2024 Intercontinental Cup

Tournament details
- Host country: India
- City: Hyderabad
- Dates: 3–9 September 2024
- Teams: 3 (from 2 confederations)
- Venue: 1 (in 1 host city)

Final positions
- Champions: Syria (1st title)
- Runners-up: Mauritius
- Third place: India

Tournament statistics
- Matches played: 3
- Goals scored: 5 (1.67 per match)
- Attendance: 42,004 (14,001 per match)
- Top scorer(s): Mahmoud Al-Mawas Mahmoud Al Aswad Daleho Irandust Pablo Sabbag (1 goal each)
- Best player: Mahmoud Al-Mawas

= 2024 Intercontinental Cup (India) =

The 2024 Intercontinental Cup was the fourth edition of the Intercontinental Cup, a three-nation football tournament, typically a four-nation tournament, held at the G. M. C. Balayogi Athletic Stadium, in the Indian city of Hyderabad in September 2024. The tournament was organized by the All India Football Federation (AIFF). India won the previous edition by a 2–0 victory over Lebanon in the final in June of 2023. Syria won this edition by finishing in first place of the round-robin standings after defeating Mauritius 2–0 and India 3–0. With one goal each, Mahmoud Al-Mawas, Mahmoud Al Aswad, Daleho Irandust, and Pablo Sabbag finished as joint-top scorers of the tournament. Mahmoud Al-Mawas of Syria was awarded best player of the tournament.

== Participating nations ==
The tournament was played by teams from two different confederations in the FIFA international window from 2 to 10 September 2024. India, as host, is joined by Syria from the Asian Football Confederation (AFC), and Mauritius from the Confederation of African Football (CAF). The teams play each other in a round-robin phase, and the winner in the group stage was the champion.

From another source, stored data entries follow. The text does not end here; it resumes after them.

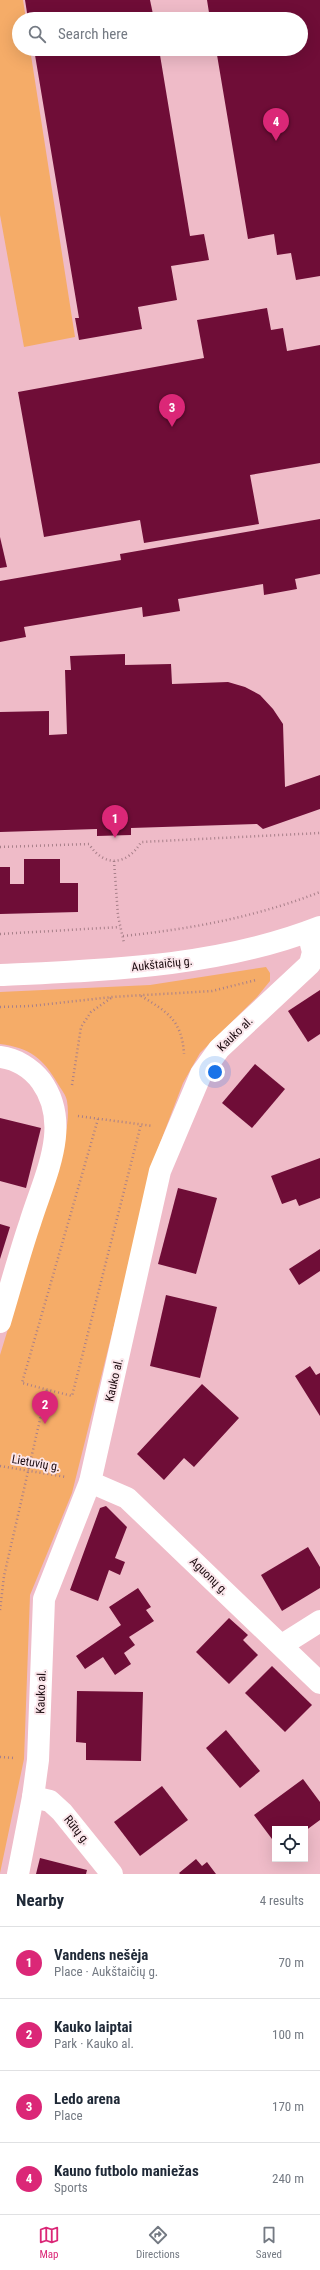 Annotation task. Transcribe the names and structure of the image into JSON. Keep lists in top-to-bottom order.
{
  "streets": {
    "street": [
      "Aukštaičių g.",
      "Kauko al.",
      "Aguonų g.",
      "Rūtų g."
    ],
    "path": ["Lietuvių g."]
  },
  "crossings": [
    ["Aukštaičių g.", "Kauko al."],
    ["Kauko al.", "Aguonų g."],
    ["Kauko al.", "Rūtų g."]
  ],
  "page": {
    "search": "Search here",
    "pins": [
      "4",
      "3",
      "1",
      "2"
    ],
    "heading": ["Nearby", "4 results"],
    "list": [
      {
        "mark": "1",
        "name": "Vandens nešėja",
        "note": "Place · Aukštaičių g.",
        "value": "70 m"
      },
      {
        "mark": "2",
        "name": "Kauko laiptai",
        "note": "Park · Kauko al.",
        "value": "100 m"
      },
      {
        "mark": "3",
        "name": "Ledo arena",
        "note": "Place",
        "value": "170 m"
      },
      {
        "mark": "4",
        "name": "Kauno futbolo maniežas",
        "note": "Sports",
        "value": "240 m"
      }
    ],
    "nav": ["Map", "Directions", "Saved"]
  }
} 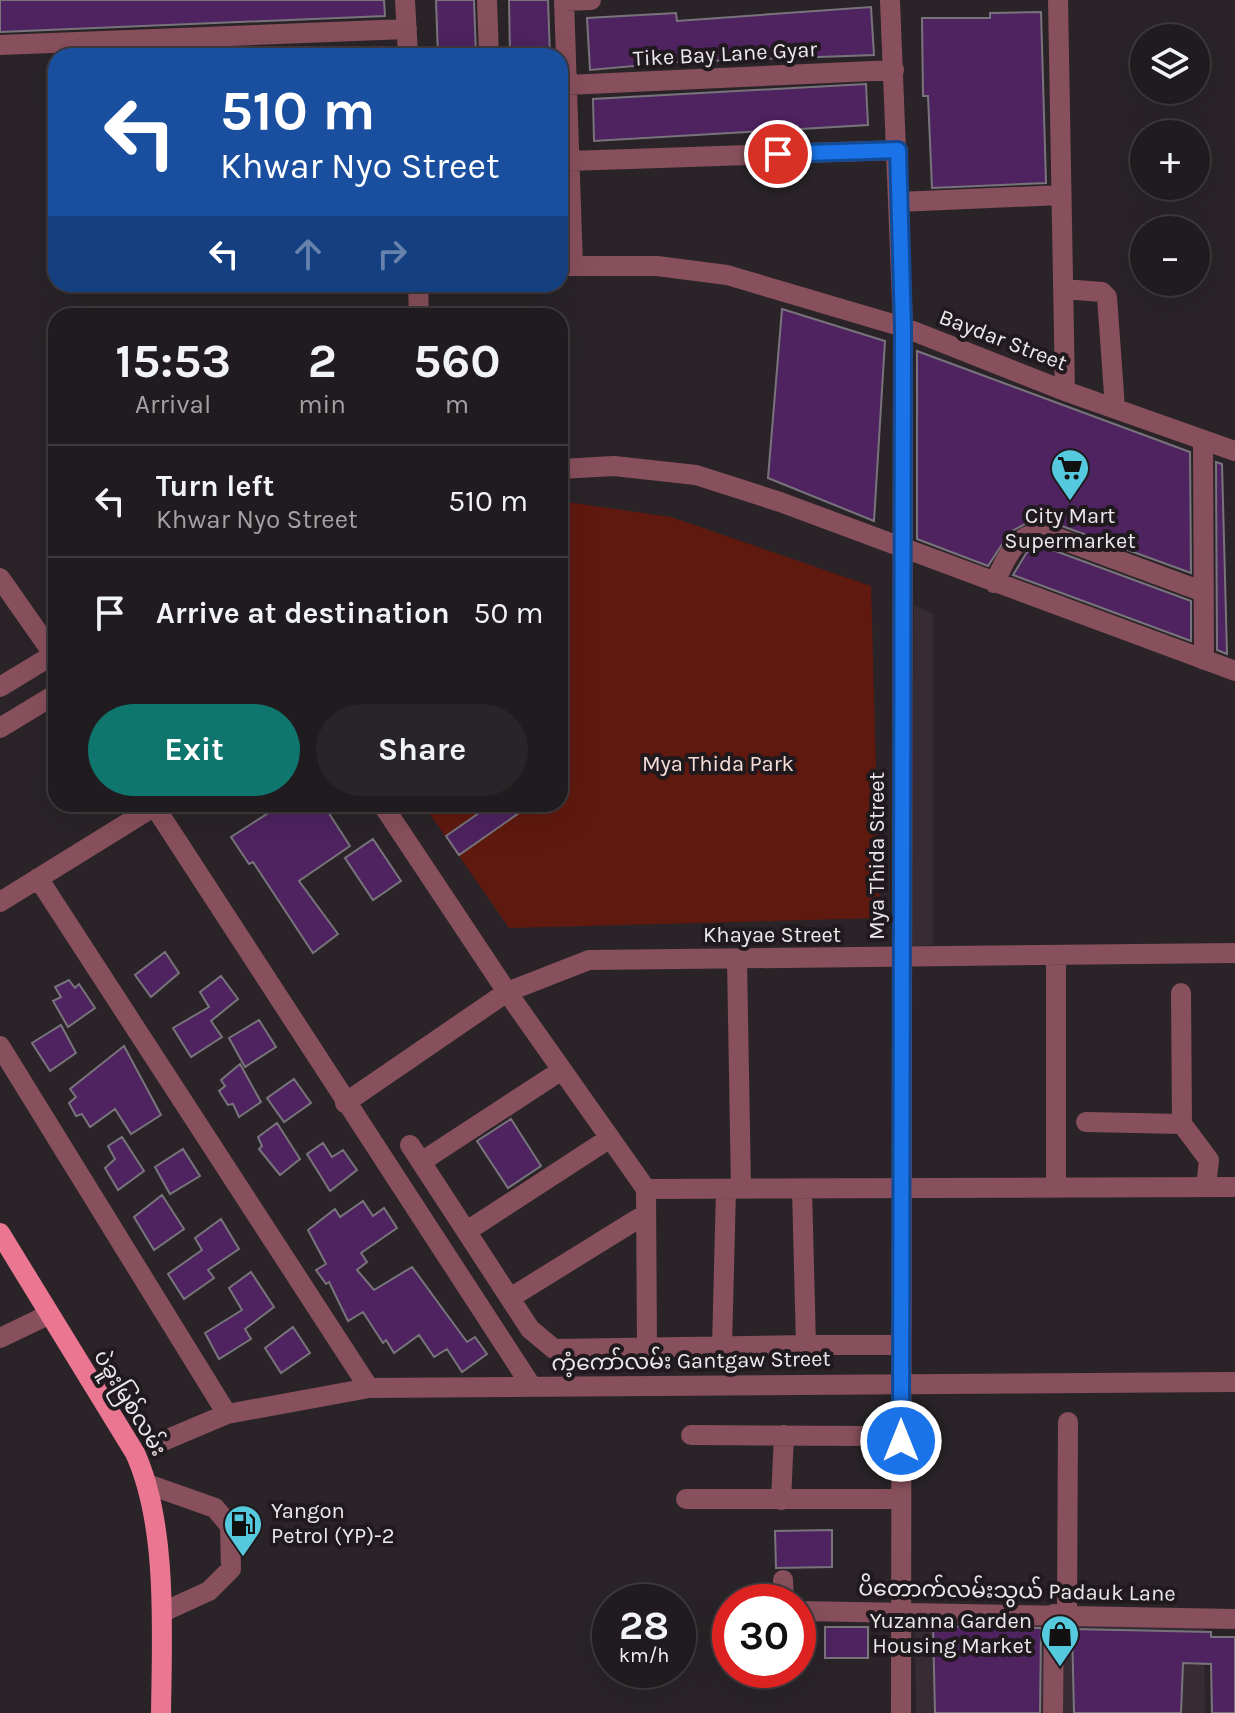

The FIFA Rankings of the participating national teams, as of 18 July 2024:

- SYR (93) – second appearance
- IND (124) – fourth appearance - host
- MRI (179) – first appearance

== Venue ==

- All matches are being held at the G. M. C. Balayogi Athletic Stadium in Hyderabad, India.

| Hyderabad | Hyderabad |
G. M. C. Balayogi Athletic Stadium
17°26′48.42″N 78°20′40.91″E﻿ / ﻿17.4467833°N 78.3446972°E
Capacity: 18,000 seats

== Standings ==
===Round robin===

| Pos | Team | Pld | W | D | L | GF | GA | GD | Pts |  |
|---|---|---|---|---|---|---|---|---|---|---|
| 1 | Syria | 2 | 2 | 0 | 0 | 5 | 0 | +5 | 6 | Champions |
| 2 | Mauritius | 2 | 0 | 1 | 1 | 0 | 2 | −2 | 1 | Runners-up |
| 3 | India (H) | 2 | 0 | 1 | 1 | 0 | 3 | −3 | 1 | Third place |

== Matches ==

IND 0-0 MRI

SYR 2-0 MRI
  SYR: Citorah 32', Al Mawas 70'

IND 0-3 SYR
  SYR: Al Aswad 7', Irandust 76', Sabbag

== Marketing ==
=== Sponsors ===

- PERFORMAX Activewear
- Nivia Sports
- IndiGo

=== Broadcasting rights ===
Disney+ Hotstar and JioTV have the rights to the majority of the Indian National Team's matches and they also covered the previous edition of the tournament. On 22 August 2024, the Indian National Football Team announced that Jio Cinema would stream all of the matches live. They also announced the Sports18 3 will broadcast all of the matches. There has been no news of any broadcasters covering the tournament outside of India.

== Symbols ==
=== Match ball ===
The match balls were provided by Nivia Sports. The "NIVIA Shastra 2.0" were the specific model used in the tournament. It was the first time the ball was used for an international match.